Al posto dei classici cuochi in cucina ci sono dei mecha-wok, così come vengono chiamati, che utilizzano l’induzione magnetica per riscaldare il cibo e si sciacquano automaticamente dopo aver preparato ogni ordine. In realtà non sono ancora autonomi. Al loro fianco ci sono delle persone che preparano gli ingredienti e li tritano prima di metterli a disposizione dei macchinari. Il tutto sotto il controllo dello chef stellato Michelin Daniel Boulud, responsabile della cucina. Il co-fondatore è Brady Knight del locale.

I fondatori del ristorante automatizzato hanno sostituito chef umani con sette pentole automatiche che simultaneamente preparano i pasti in tre minuti o meno. “Una volta effettuato l’ordine, abbiamo un sistema di consegna degli ingredienti che li raccoglie dal frigorifero”, ha detto uno dei cofondatori Michael Farid. “Gli ingredienti sono suddivisi in porzioni corrette e poi consegnati a un wok robotizzato, dove vengono gettati a 450 gradi Fahrenheit. E una volta completato il processo, i wok si inclinano verso il basso e mettono il cibo in una ciotola. E poi sono pronti per essere guarniti e serviti. ”
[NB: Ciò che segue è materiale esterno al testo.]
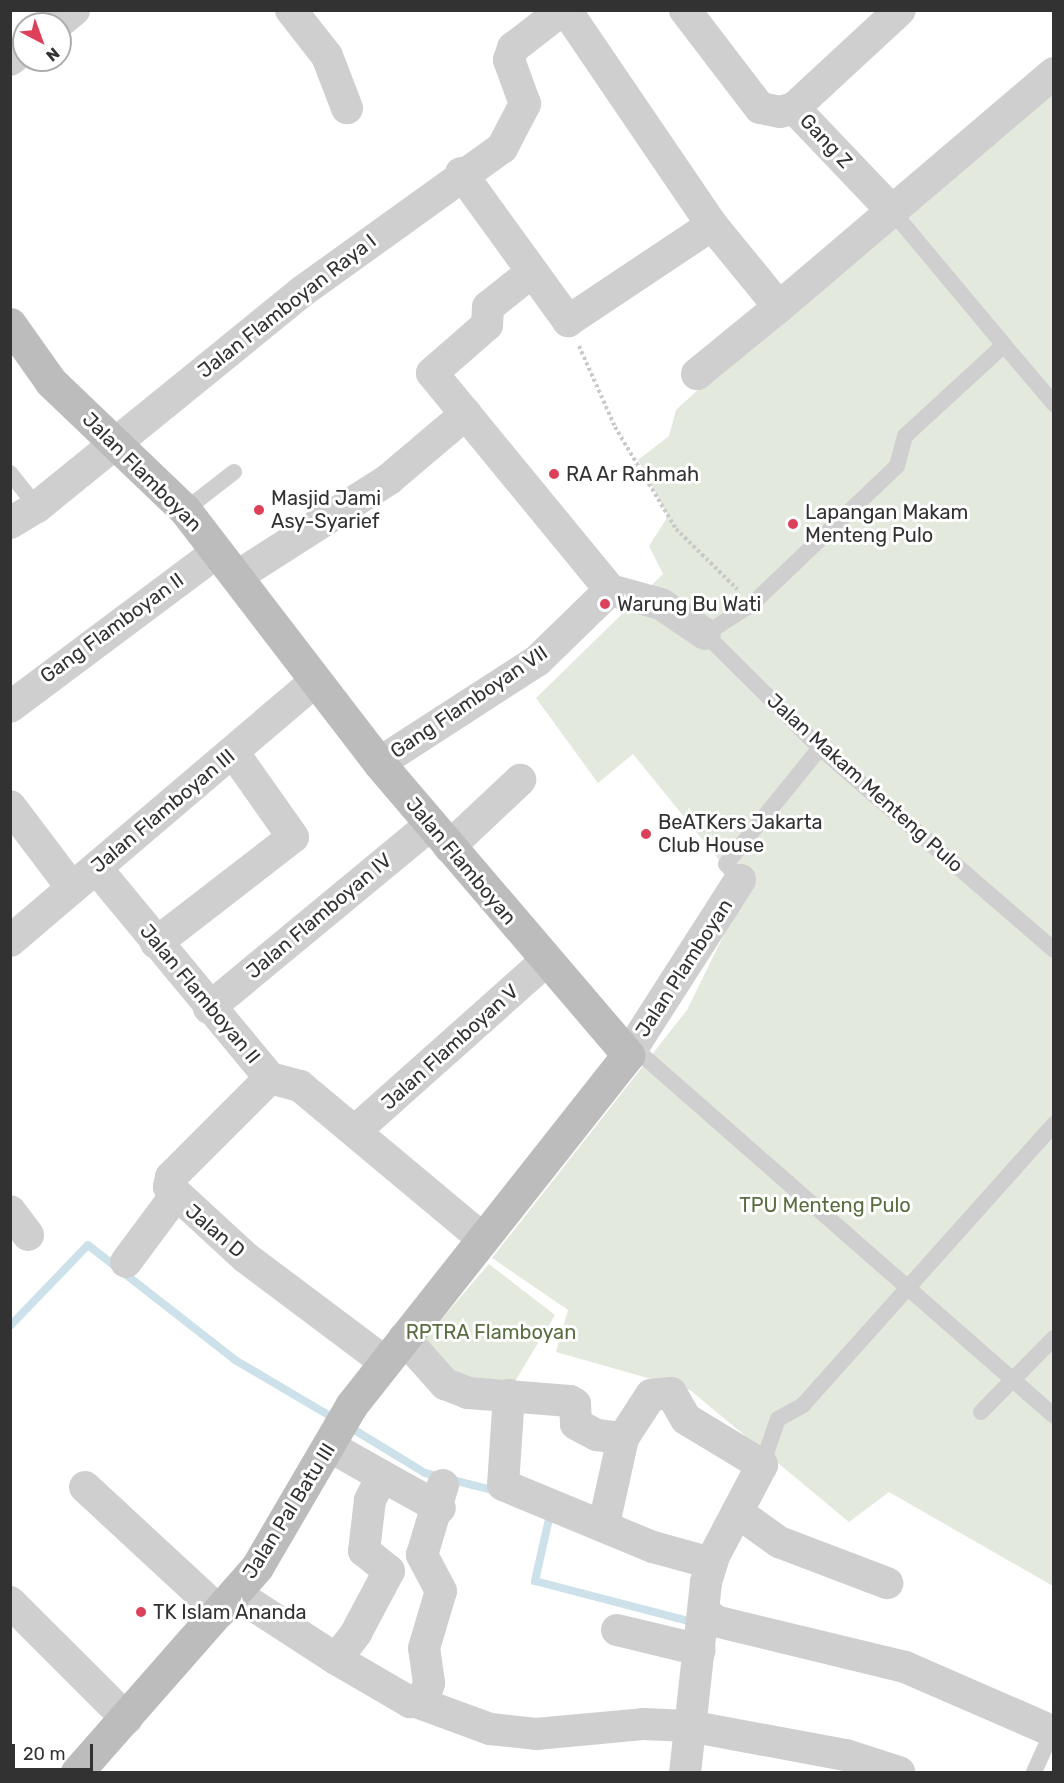 <!DOCTYPE html>
<style>
body{margin:0}
#map{position:relative;width:1064px;height:1783px;overflow:hidden;background:#fff;font-family:Rubik,sans-serif}
div>[style]{position:absolute}
.green>*{inset:0;background:#e3e9dc}
.stream>*{height:8px;margin:-4px;padding:0 4px;transform-origin:4px;border-radius:4px;background:#cde1ea}
.path>*{height:4px;margin-top:-2px;transform-origin:0;background:repeating-linear-gradient(90deg,#c9c9c9 0 3px,transparent 0 6px)}
.lane>*{height:16px;margin:-8px;padding:0 8px;transform-origin:8px;border-radius:8px;background:#cfcfcf}
.street>*{height:32px;margin:-16px;padding:0 16px;transform-origin:16px;border-radius:16px;background:#cfcfcf}
.secondary>*{height:33px;margin:-16.5px;padding:0 16.5px;transform-origin:16.5px;border-radius:16.5px;background:#bcbcbc}
.dots>*{width:16px;height:16px;translate:-50% -50%;box-sizing:border-box;border:3px solid #fff;border-radius:50%}
span{translate:-50% -50%;white-space:nowrap;text-align:center;line-height:1.15;-webkit-text-stroke:6px #fff;paint-order:stroke}
.street-label{font-size:20px;color:#323232}
.poi-label{font-size:20px;color:#323232}
.left{translate:0 -50%;text-align:left}
.park-label{font-size:20px;color:#596d41}
.frame{position:absolute;inset:0;border:12px solid #323232;pointer-events:none}
.north{position:absolute;left:12px;top:12px;width:60px;height:60px;box-sizing:border-box;background:#fff;border:2px solid #adadad;border-radius:50%;rotate:139deg;font-size:16px;font-weight:700;line-height:24px;text-align:center;color:#323232}
.north::after{content:'';display:block;margin:auto;width:21px;height:27px;background:#dd4159;clip-path:polygon(50% 0,100% 100%,50% 72%,0 100%)}
.scale{position:absolute;left:12px;top:1744px;width:81px;height:27px;box-sizing:border-box;border:3px solid #323232;border-top:0;padding-left:8px;font-size:18px;line-height:21px;white-space:nowrap;color:#323232;-webkit-text-stroke:4px #fff;paint-order:stroke}
</style>
<div id="map">
<div class="green">
<div style="clip-path:polygon(1053px 83px,1053px 1586px,889px 1492px,849px 1522px,690px 1390px,556px 1352px,568px 1310px,492px 1258px,687px 1010px,745px 892px,633px 754px,598px 783px,536px 698px,663px 574px,649px 546px,668px 516px,638px 460px,669px 436px,676px 410px,892px 211px)"></div>
<div style="clip-path:polygon(489px 1264px,555px 1315px,514px 1383px,460px 1385px,419px 1345px)"></div>
</div>
<div class="stream">
<div style="left:10px;top:1326px;width:112px;rotate:-46.1deg"></div>
<div style="left:88px;top:1245px;width:187px;rotate:38deg"></div>
<div style="left:235px;top:1360px;width:118px;rotate:30.5deg"></div>
<div style="left:348px;top:1426px;width:90px;rotate:31.4deg"></div>
<div style="left:425px;top:1473px;width:77px;rotate:14.2deg"></div>
<div style="left:551px;top:1510px;width:73px;rotate:102.7deg"></div>
<div style="left:535px;top:1581px;width:166px;rotate:14.6deg"></div>
</div>
<div class="path">
<div style="left:579px;top:346px;width:89px;rotate:66deg"></div>
<div style="left:615px;top:427px;width:119px;rotate:59.1deg"></div>
<div style="left:676px;top:529px;width:86px;rotate:44.5deg"></div>
</div>
<div class="lane">
<div style="left:892px;top:211px;width:175px;rotate:50.1deg"></div>
<div style="left:1054px;top:404px;width:77px;rotate:-130.3deg"></div>
<div style="left:1004px;top:345px;width:134px;rotate:137.4deg"></div>
<div style="left:905px;top:436px;width:31px;rotate:105deg"></div>
<div style="left:897px;top:466px;width:200px;rotate:136.4deg"></div>
<div style="left:752px;top:604px;width:56px;rotate:147.4deg"></div>
<div style="left:705px;top:634px;width:162px;rotate:44.7deg"></div>
<div style="left:820px;top:748px;width:309px;rotate:40.8deg"></div>
<div style="left:10px;top:473px;width:43px;rotate:51.5deg"></div>
<div style="left:185px;top:510px;width:62px;rotate:-37.8deg"></div>
<div style="left:740px;top:880px;width:21px;rotate:-131deg"></div>
<div style="left:726px;top:864px;width:149px;rotate:-51deg"></div>
<div style="left:628px;top:1055px;width:13px;rotate:-4deg"></div>
<div style="left:641px;top:1054px;width:549px;rotate:41.23deg"></div>
<div style="left:981px;top:1412px;width:104px;rotate:-45.4deg"></div>
<div style="left:762px;top:1465px;width:49px;rotate:-70.8deg"></div>
<div style="left:778px;top:1419px;width:29px;rotate:-29deg"></div>
<div style="left:803px;top:1405px;width:377px;rotate:-48.2deg"></div>
<div style="left:1034px;top:1772px;width:48px;rotate:-65.6deg"></div>
</div>
<div class="street">
<div style="left:291px;top:10px;width:58px;rotate:52deg"></div>
<div style="left:327px;top:56px;width:56px;rotate:69deg"></div>
<div style="left:685px;top:10px;width:123px;rotate:52.6deg"></div>
<div style="left:760px;top:108px;width:20px;rotate:11deg"></div>
<div style="left:780px;top:112px;width:15px;rotate:-16deg"></div>
<div style="left:794px;top:108px;width:142px;rotate:46.4deg"></div>
<div style="left:57px;top:24px;width:22px;rotate:-39deg"></div>
<div style="left:10px;top:60px;width:18px;rotate:-38deg"></div>
<div style="left:794px;top:108px;width:144px;rotate:-42.8deg"></div>
<div style="left:461px;top:173px;width:183px;rotate:54.1deg"></div>
<div style="left:568px;top:321px;width:173px;rotate:-33.7deg"></div>
<div style="left:712px;top:225px;width:260px;rotate:-124.2deg"></div>
<div style="left:712px;top:225px;width:106px;rotate:50.7deg"></div>
<div style="left:779px;top:307px;width:361px;rotate:-40.4deg"></div>
<div style="left:532px;top:272px;width:56px;rotate:141.5deg"></div>
<div style="left:488px;top:307px;width:18px;rotate:93deg"></div>
<div style="left:487px;top:325px;width:73px;rotate:138.9deg"></div>
<div style="left:432px;top:373px;width:281px;rotate:50.6deg"></div>
<div style="left:697px;top:374px;width:106px;rotate:-39.3deg"></div>
<div style="left:10px;top:523px;width:31px;rotate:-31deg"></div>
<div style="left:37px;top:507px;width:339px;rotate:-39.1deg"></div>
<div style="left:300px;top:293px;width:249px;rotate:-35.7deg"></div>
<div style="left:502px;top:148px;width:50px;rotate:-62.4deg"></div>
<div style="left:525px;top:104px;width:47px;rotate:-110deg"></div>
<div style="left:509px;top:60px;width:13px;rotate:-72deg"></div>
<div style="left:513px;top:48px;width:62px;rotate:-37.8deg"></div>
<div style="left:236px;top:577px;width:182px;rotate:-32.6deg"></div>
<div style="left:389px;top:479px;width:101px;rotate:-40.2deg"></div>
<div style="left:610px;top:590px;width:53px;rotate:15.4deg"></div>
<div style="left:661px;top:604px;width:53px;rotate:34.3deg"></div>
<div style="left:10px;top:707px;width:259px;rotate:-36.8deg"></div>
<div style="left:379px;top:763px;width:189px;rotate:-32.9deg"></div>
<div style="left:538px;top:660px;width:100px;rotate:-44.2deg"></div>
<div style="left:10px;top:806px;width:103px;rotate:52.9deg"></div>
<div style="left:449px;top:847px;width:98px;rotate:-43.3deg"></div>
<div style="left:97px;top:869px;width:271px;rotate:50.4deg"></div>
<div style="left:270px;top:1078px;width:31px;rotate:15deg"></div>
<div style="left:300px;top:1086px;width:239px;rotate:39.9deg"></div>
<div style="left:10px;top:941px;width:401px;rotate:-40.4deg"></div>
<div style="left:156px;top:943px;width:173px;rotate:-37.7deg"></div>
<div style="left:293px;top:837px;width:104px;rotate:-125.2deg"></div>
<div style="left:209px;top:1008px;width:287px;rotate:-39.6deg"></div>
<div style="left:628px;top:1055px;width:208px;rotate:-57.4deg"></div>
<div style="left:270px;top:1078px;width:140px;rotate:135deg"></div>
<div style="left:171px;top:1177px;width:10px;rotate:101deg"></div>
<div style="left:169px;top:1187px;width:103px;rotate:42.6deg"></div>
<div style="left:245px;top:1257px;width:175px;rotate:36.9deg"></div>
<div style="left:355px;top:1131px;width:254px;rotate:-41.7deg"></div>
<div style="left:10px;top:1211px;width:30px;rotate:53deg"></div>
<div style="left:126px;top:1262px;width:82px;rotate:-53.4deg"></div>
<div style="left:404px;top:1338px;width:62px;rotate:48.3deg"></div>
<div style="left:445px;top:1384px;width:25px;rotate:21deg"></div>
<div style="left:468px;top:1393px;width:102px;rotate:4.5deg"></div>
<div style="left:570px;top:1401px;width:6px;rotate:31deg"></div>
<div style="left:575px;top:1404px;width:20px;rotate:87deg"></div>
<div style="left:576px;top:1424px;width:24px;rotate:28deg"></div>
<div style="left:597px;top:1435px;width:26px;rotate:7deg"></div>
<div style="left:623px;top:1438px;width:51px;rotate:-56.9deg"></div>
<div style="left:651px;top:1395px;width:20px;rotate:-6deg"></div>
<div style="left:671px;top:1393px;width:30px;rotate:60deg"></div>
<div style="left:686px;top:1419px;width:89px;rotate:31.2deg"></div>
<div style="left:762px;top:1465px;width:103px;rotate:117.8deg"></div>
<div style="left:714px;top:1556px;width:28px;rotate:107deg"></div>
<div style="left:706px;top:1583px;width:190px;rotate:96.3deg"></div>
<div style="left:509px;top:1395px;width:90px;rotate:93.8deg"></div>
<div style="left:503px;top:1485px;width:162px;rotate:22.5deg"></div>
<div style="left:653px;top:1547px;width:60px;rotate:15.4deg"></div>
<div style="left:382px;top:1476px;width:66px;rotate:28.9deg"></div>
<div style="left:85px;top:1487px;width:184px;rotate:42.8deg"></div>
<div style="left:737px;top:1512px;width:52px;rotate:35.5deg"></div>
<div style="left:779px;top:1542px;width:116px;rotate:20.8deg"></div>
<div style="left:604px;top:1524px;width:88px;rotate:-77.5deg"></div>
<div style="left:236px;top:1594px;width:119px;rotate:33deg"></div>
<div style="left:336px;top:1659px;width:33px;rotate:-52deg"></div>
<div style="left:356px;top:1633px;width:70px;rotate:-62deg"></div>
<div style="left:389px;top:1571px;width:32px;rotate:-141deg"></div>
<div style="left:364px;top:1551px;width:51px;rotate:-83.3deg"></div>
<div style="left:370px;top:1500px;width:27px;rotate:-63deg"></div>
<div style="left:382px;top:1476px;width:59px;rotate:-150.4deg"></div>
<div style="left:10px;top:1602px;width:165px;rotate:45deg"></div>
<div style="left:705px;top:1612px;width:13px;rotate:42deg"></div>
<div style="left:715px;top:1621px;width:195px;rotate:13.6deg"></div>
<div style="left:905px;top:1667px;width:160px;rotate:23.5deg"></div>
<div style="left:617px;top:1630px;width:85px;rotate:13.5deg"></div>
<div style="left:336px;top:1659px;width:86px;rotate:30.2deg"></div>
<div style="left:410px;top:1702px;width:16px;rotate:-22deg"></div>
<div style="left:425px;top:1696px;width:14px;rotate:-73deg"></div>
<div style="left:429px;top:1683px;width:35px;rotate:-98deg"></div>
<div style="left:424px;top:1648px;width:59px;rotate:-73.4deg"></div>
<div style="left:441px;top:1591px;width:41px;rotate:-117.8deg"></div>
<div style="left:422px;top:1555px;width:73px;rotate:-73.3deg"></div>
<div style="left:419px;top:1703px;width:76px;rotate:20.1deg"></div>
<div style="left:490px;top:1729px;width:46px;rotate:6.2deg"></div>
<div style="left:536px;top:1734px;width:107px;rotate:-5.3deg"></div>
<div style="left:643px;top:1724px;width:46px;rotate:2.5deg"></div>
<div style="left:689px;top:1726px;width:160px;rotate:10.5deg"></div>
<div style="left:846px;top:1755px;width:56px;rotate:17.8deg"></div>
</div>
<div class="secondary">
<div style="left:10px;top:324px;width:71px;rotate:54.7deg"></div>
<div style="left:51px;top:382px;width:185px;rotate:43.7deg"></div>
<div style="left:185px;top:510px;width:319px;rotate:52.5deg"></div>
<div style="left:379px;top:763px;width:384px;rotate:49.5deg"></div>
<div style="left:628px;top:1055px;width:447px;rotate:128.3deg"></div>
<div style="left:351px;top:1406px;width:186px;rotate:120.3deg"></div>
<div style="left:257px;top:1567px;width:273px;rotate:131.3deg"></div>
</div>
<div class="dots">
<div style="left:554px;top:474px;background:#dd4159"></div>
<div style="left:259px;top:510px;background:#dd4159"></div>
<div style="left:793px;top:524px;background:#dd4159"></div>
<div style="left:605px;top:604px;background:#dd4159"></div>
<div style="left:646px;top:834px;background:#dd4159"></div>
<div style="left:141px;top:1612px;background:#dd4159"></div>
</div>
<div class="street-label">
<span style="left:826px;top:141px;rotate:47deg">Gang Z</span>
<span style="left:287px;top:306px;rotate:-38deg">Jalan Flamboyan Raya I</span>
<span style="left:142px;top:472px;rotate:45deg">Jalan Flamboyan</span>
<span style="left:112px;top:628px;rotate:-36deg">Gang Flamboyan II</span>
<span style="left:469px;top:702px;rotate:-34deg">Gang Flamboyan VII</span>
<span style="left:865px;top:783px;rotate:42deg">Jalan Makam Menteng Pulo</span>
<span style="left:163px;top:811px;rotate:-40deg">Jalan Flamboyan III</span>
<span style="left:461px;top:861px;rotate:50deg">Jalan Flamboyan</span>
<span style="left:319px;top:916px;rotate:-40deg">Jalan Flamboyan IV</span>
<span style="left:684px;top:968px;rotate:-57deg">Jalan Plamboyan</span>
<span style="left:200px;top:994px;rotate:50deg">Jalan Flamboyan II</span>
<span style="left:450px;top:1047px;rotate:-42deg">Jalan Flamboyan V</span>
<span style="left:215px;top:1231px;rotate:40deg">Jalan D</span>
<span style="left:289px;top:1511px;rotate:-58deg">Jalan Pal Batu III</span>
</div>
<div class="poi-label">
<span class="left" style="left:566px;top:474px">RA Ar Rahmah</span>
<span class="left" style="left:271px;top:510px">Masjid Jami<br>Asy-Syarief</span>
<span class="left" style="left:805px;top:524px">Lapangan Makam<br>Menteng Pulo</span>
<span class="left" style="left:617px;top:604px">Warung Bu Wati</span>
<span class="left" style="left:658px;top:834px">BeATKers Jakarta<br>Club House</span>
<span class="left" style="left:153px;top:1612px">TK Islam Ananda</span>
</div>
<div class="park-label">
<span style="left:825px;top:1205px">TPU Menteng Pulo</span>
<span style="left:491px;top:1332px">RPTRA Flamboyan</span>
</div>
<div class="frame"></div>
<div class="north">N</div>
<div class="scale">20 m</div>
</div>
Spyce si autodefinisce “il primo ristorante al mondo con una cucina robotica che cucina pasti complessi”, una distinzione che sembra fare riferimento ai robot che girano hamburger come “Flippy”, che ha fatto il suo mestiere in una cucina fast food della California  prima di essere temporaneamente sospeso perché non eseguiva il proprio compito abbastanza in fretta.

Mentre i pasti sono cucinati, il nome del cliente appare su un display elettronico sopra la loro wok, mostrando il loro ordine. Una volta terminato, getti d’acqua calda risciacquano l’interno dei wok prima che un’altra serie di ingredienti venga scaricata all’interno. Farid ha detto che hanno deciso di mettere gli chef robot a vista per rimuovere ogni mistero persistente. “Non volevamo creare una scatola nera che producesse un pasto”, ha detto Farid. “Volevamo che questa esperienza fosse eccitante”. Ma riuscirà questa invenzione ad attecchire anche in Italia? Noi amanti della buona cucina ne dubitiamo fortemente.